PROVIDED DATA START

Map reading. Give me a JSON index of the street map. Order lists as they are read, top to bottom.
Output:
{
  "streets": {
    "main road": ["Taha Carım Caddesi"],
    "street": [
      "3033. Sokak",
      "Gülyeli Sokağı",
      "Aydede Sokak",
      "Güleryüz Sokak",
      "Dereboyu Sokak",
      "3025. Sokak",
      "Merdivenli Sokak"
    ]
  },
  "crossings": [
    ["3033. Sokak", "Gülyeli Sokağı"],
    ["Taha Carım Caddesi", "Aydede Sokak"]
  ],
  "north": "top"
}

PROVIDED DATA END
PROVIDED DATA START

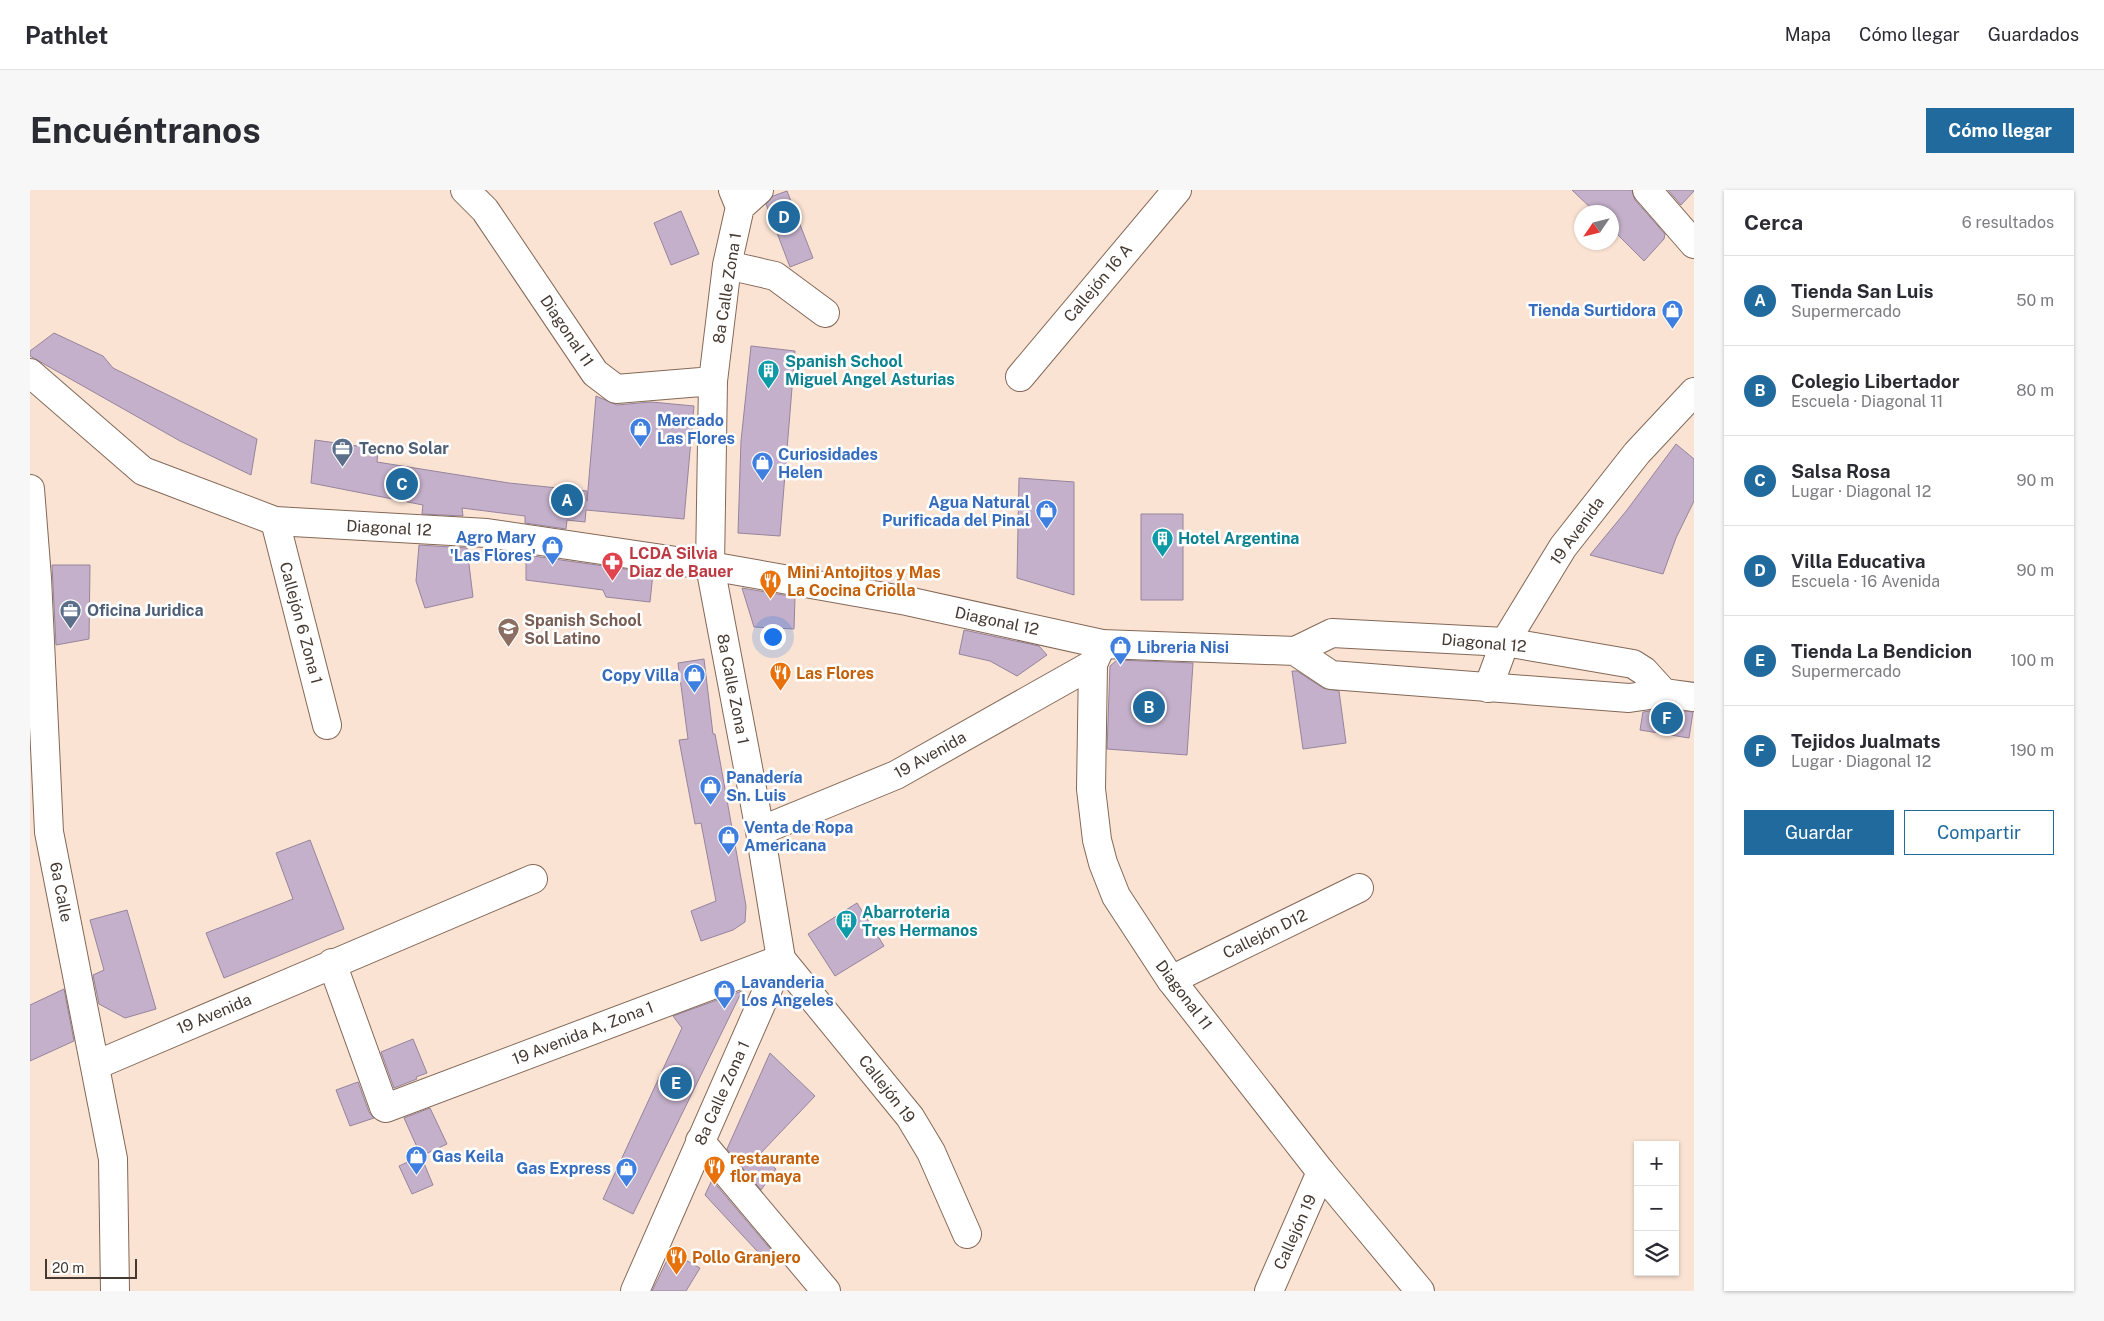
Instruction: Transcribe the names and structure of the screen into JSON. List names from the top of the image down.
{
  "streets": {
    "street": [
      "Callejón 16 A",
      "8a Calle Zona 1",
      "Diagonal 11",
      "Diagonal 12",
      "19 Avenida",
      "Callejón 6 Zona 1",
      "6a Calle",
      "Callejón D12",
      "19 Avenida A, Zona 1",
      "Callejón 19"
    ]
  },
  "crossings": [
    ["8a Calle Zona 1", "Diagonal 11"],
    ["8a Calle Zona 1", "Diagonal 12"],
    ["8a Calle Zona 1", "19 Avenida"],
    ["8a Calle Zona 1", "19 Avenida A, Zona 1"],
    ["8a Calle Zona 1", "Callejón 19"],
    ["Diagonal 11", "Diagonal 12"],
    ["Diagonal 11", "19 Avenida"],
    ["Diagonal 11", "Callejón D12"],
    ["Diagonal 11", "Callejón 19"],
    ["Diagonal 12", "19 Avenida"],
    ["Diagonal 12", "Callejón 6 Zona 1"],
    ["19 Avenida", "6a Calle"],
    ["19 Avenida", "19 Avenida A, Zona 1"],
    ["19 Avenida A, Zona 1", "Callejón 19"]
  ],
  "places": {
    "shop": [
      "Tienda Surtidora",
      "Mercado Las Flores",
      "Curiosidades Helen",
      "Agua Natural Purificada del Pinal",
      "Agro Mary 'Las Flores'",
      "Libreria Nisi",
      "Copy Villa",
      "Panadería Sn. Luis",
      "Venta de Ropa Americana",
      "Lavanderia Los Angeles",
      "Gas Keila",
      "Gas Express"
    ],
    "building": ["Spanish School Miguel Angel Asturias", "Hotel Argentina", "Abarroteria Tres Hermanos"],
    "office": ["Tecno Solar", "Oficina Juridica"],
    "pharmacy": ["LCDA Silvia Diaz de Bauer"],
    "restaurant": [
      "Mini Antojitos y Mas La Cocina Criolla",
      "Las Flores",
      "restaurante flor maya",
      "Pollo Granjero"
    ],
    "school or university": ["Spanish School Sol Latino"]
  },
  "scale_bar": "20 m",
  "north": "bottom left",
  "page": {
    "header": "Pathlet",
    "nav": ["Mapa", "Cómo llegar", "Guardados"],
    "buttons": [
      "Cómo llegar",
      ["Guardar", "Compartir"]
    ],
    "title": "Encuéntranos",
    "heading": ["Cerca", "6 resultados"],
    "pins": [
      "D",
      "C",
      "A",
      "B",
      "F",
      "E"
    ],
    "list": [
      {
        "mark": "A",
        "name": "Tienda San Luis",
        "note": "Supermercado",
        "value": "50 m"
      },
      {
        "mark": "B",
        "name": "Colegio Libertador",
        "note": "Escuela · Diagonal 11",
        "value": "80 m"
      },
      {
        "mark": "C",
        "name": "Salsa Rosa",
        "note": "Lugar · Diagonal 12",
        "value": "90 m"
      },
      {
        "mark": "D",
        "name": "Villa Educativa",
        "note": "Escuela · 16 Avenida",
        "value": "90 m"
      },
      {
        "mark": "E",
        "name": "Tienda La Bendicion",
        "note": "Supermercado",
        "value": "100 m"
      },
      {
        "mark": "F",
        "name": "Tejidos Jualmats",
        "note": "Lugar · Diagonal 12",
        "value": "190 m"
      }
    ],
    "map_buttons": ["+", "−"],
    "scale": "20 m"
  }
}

PROVIDED DATA END
PROVIDED DATA START

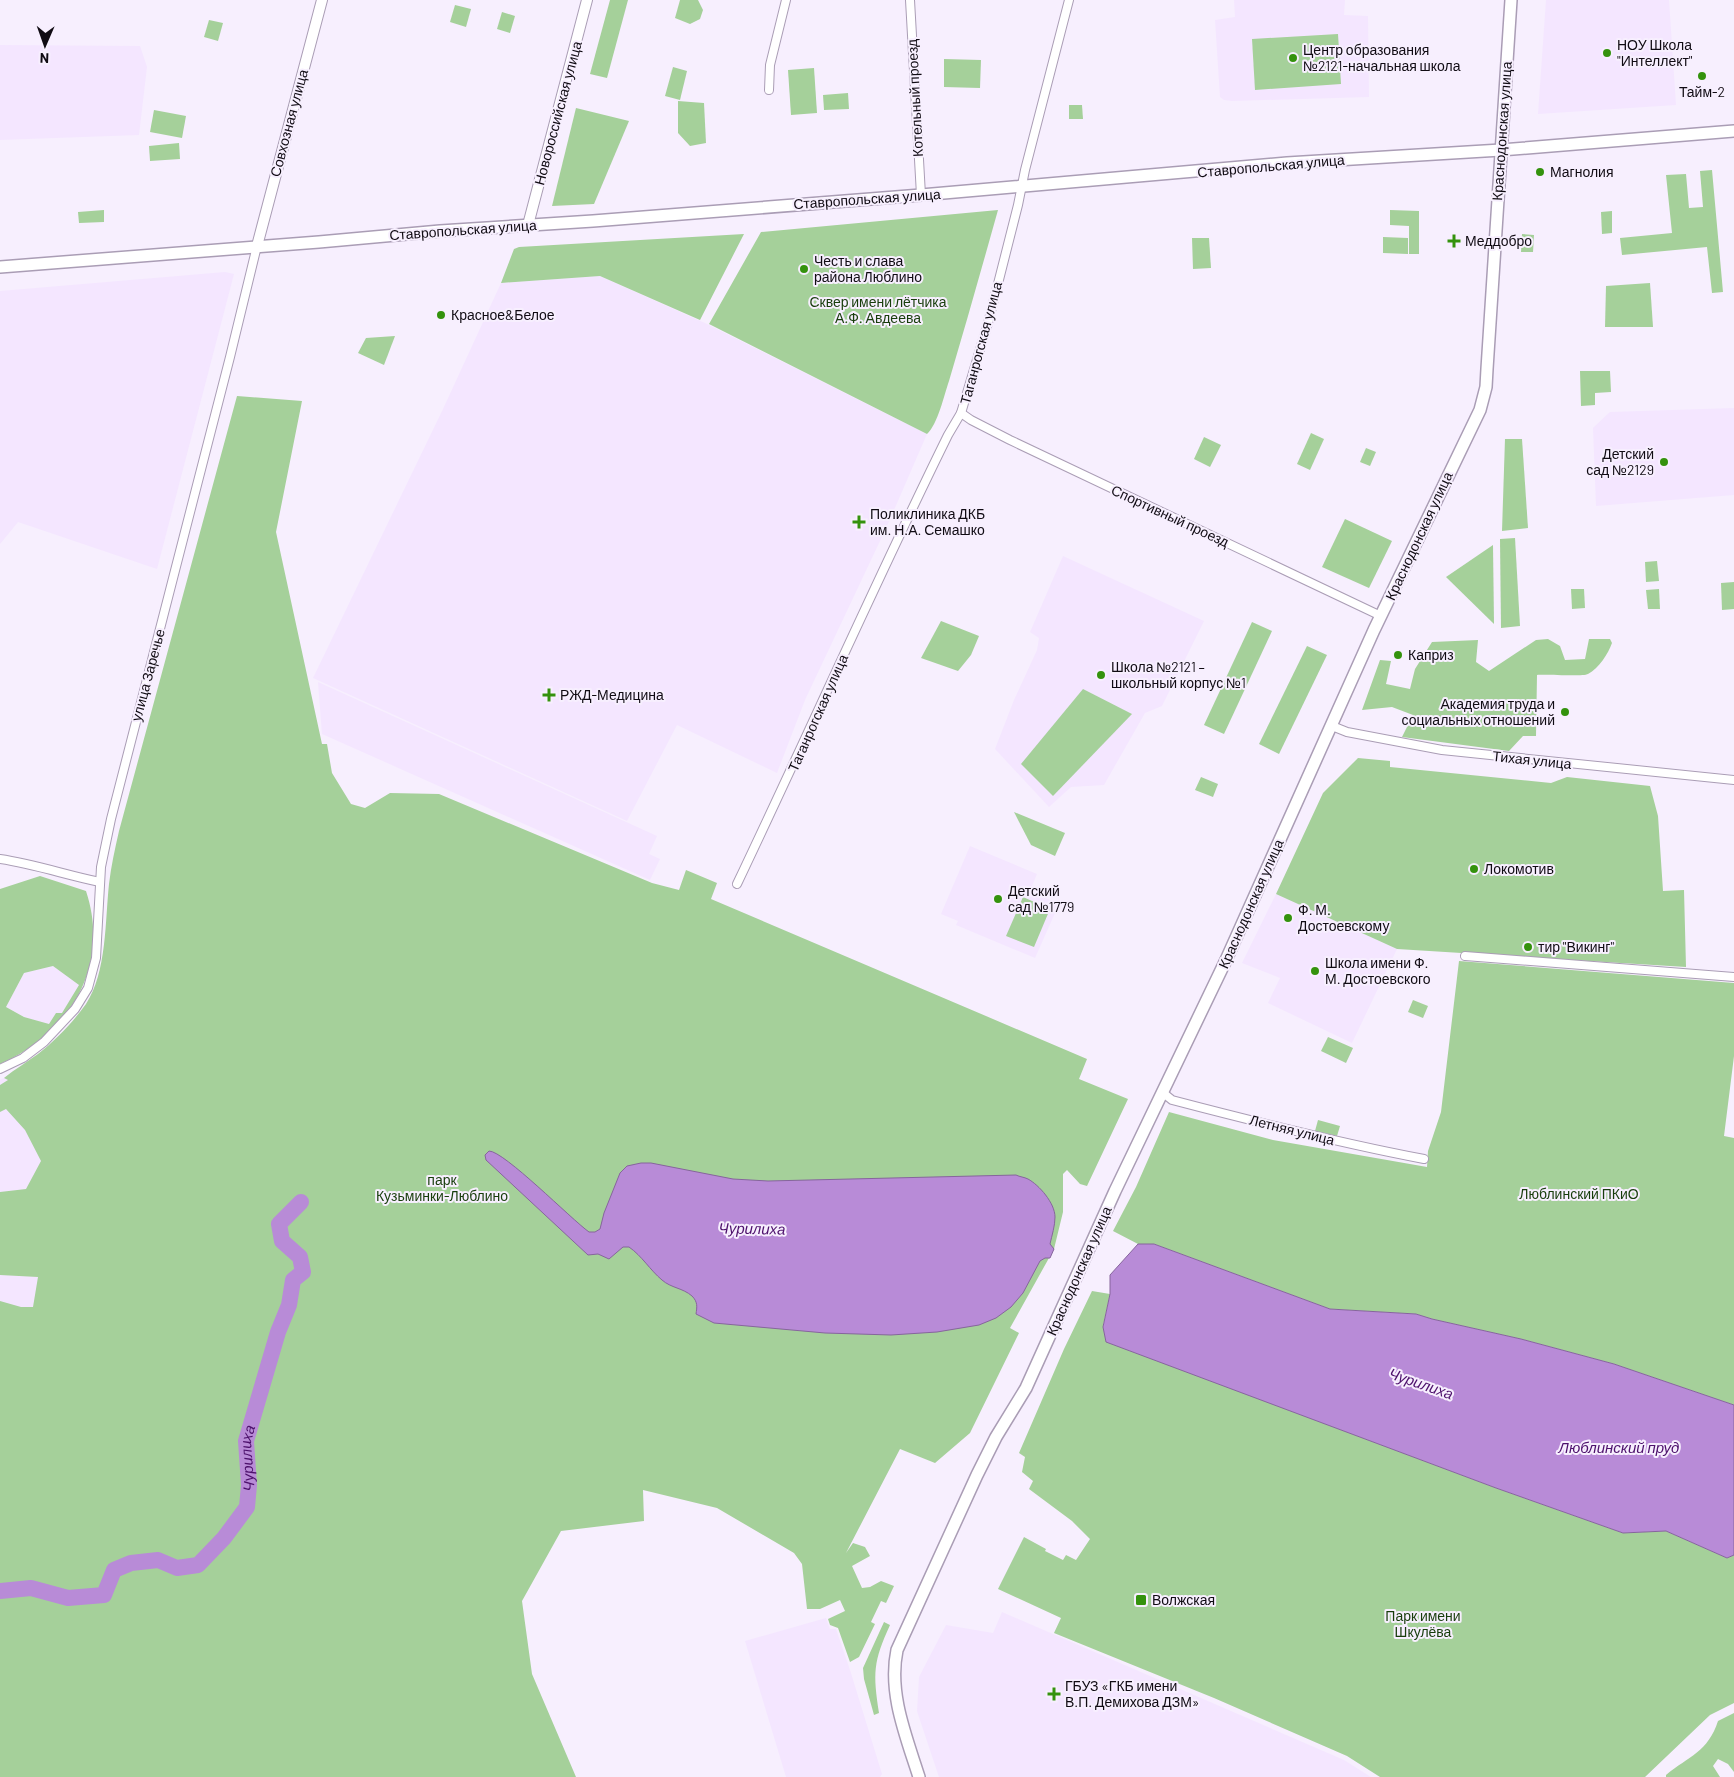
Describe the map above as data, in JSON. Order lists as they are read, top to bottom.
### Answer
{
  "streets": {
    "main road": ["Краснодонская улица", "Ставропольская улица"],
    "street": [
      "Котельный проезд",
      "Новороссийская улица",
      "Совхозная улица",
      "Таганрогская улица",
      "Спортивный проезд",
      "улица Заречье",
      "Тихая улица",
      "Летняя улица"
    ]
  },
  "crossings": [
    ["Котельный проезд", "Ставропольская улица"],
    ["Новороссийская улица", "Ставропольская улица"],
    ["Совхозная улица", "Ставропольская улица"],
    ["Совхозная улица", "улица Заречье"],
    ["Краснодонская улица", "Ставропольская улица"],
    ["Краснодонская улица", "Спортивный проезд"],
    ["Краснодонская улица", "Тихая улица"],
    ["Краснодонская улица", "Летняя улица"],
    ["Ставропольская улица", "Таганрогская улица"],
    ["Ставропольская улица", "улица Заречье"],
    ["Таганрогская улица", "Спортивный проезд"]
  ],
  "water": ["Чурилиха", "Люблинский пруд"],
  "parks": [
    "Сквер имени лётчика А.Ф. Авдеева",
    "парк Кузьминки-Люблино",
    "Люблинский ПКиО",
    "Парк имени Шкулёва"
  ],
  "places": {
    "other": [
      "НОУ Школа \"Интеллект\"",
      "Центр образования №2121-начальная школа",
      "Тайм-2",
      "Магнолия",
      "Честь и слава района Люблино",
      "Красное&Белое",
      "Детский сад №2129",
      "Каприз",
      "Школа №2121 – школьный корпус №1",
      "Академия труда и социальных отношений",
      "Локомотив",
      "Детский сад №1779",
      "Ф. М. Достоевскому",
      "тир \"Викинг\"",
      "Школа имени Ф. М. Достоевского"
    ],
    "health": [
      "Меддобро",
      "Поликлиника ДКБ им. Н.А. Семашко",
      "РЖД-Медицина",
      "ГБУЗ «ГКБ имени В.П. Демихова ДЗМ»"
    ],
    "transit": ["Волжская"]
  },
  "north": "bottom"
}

PROVIDED DATA END

* ASSIGNMENT *
Your answer should be each line from the preceding material in which the word "Order" occurs.

* RESPONSE BELOW *
Map reading. Give me a JSON index of the street map. Order lists as they are read, top to bottom.
Describe the map above as data, in JSON. Order lists as they are read, top to bottom.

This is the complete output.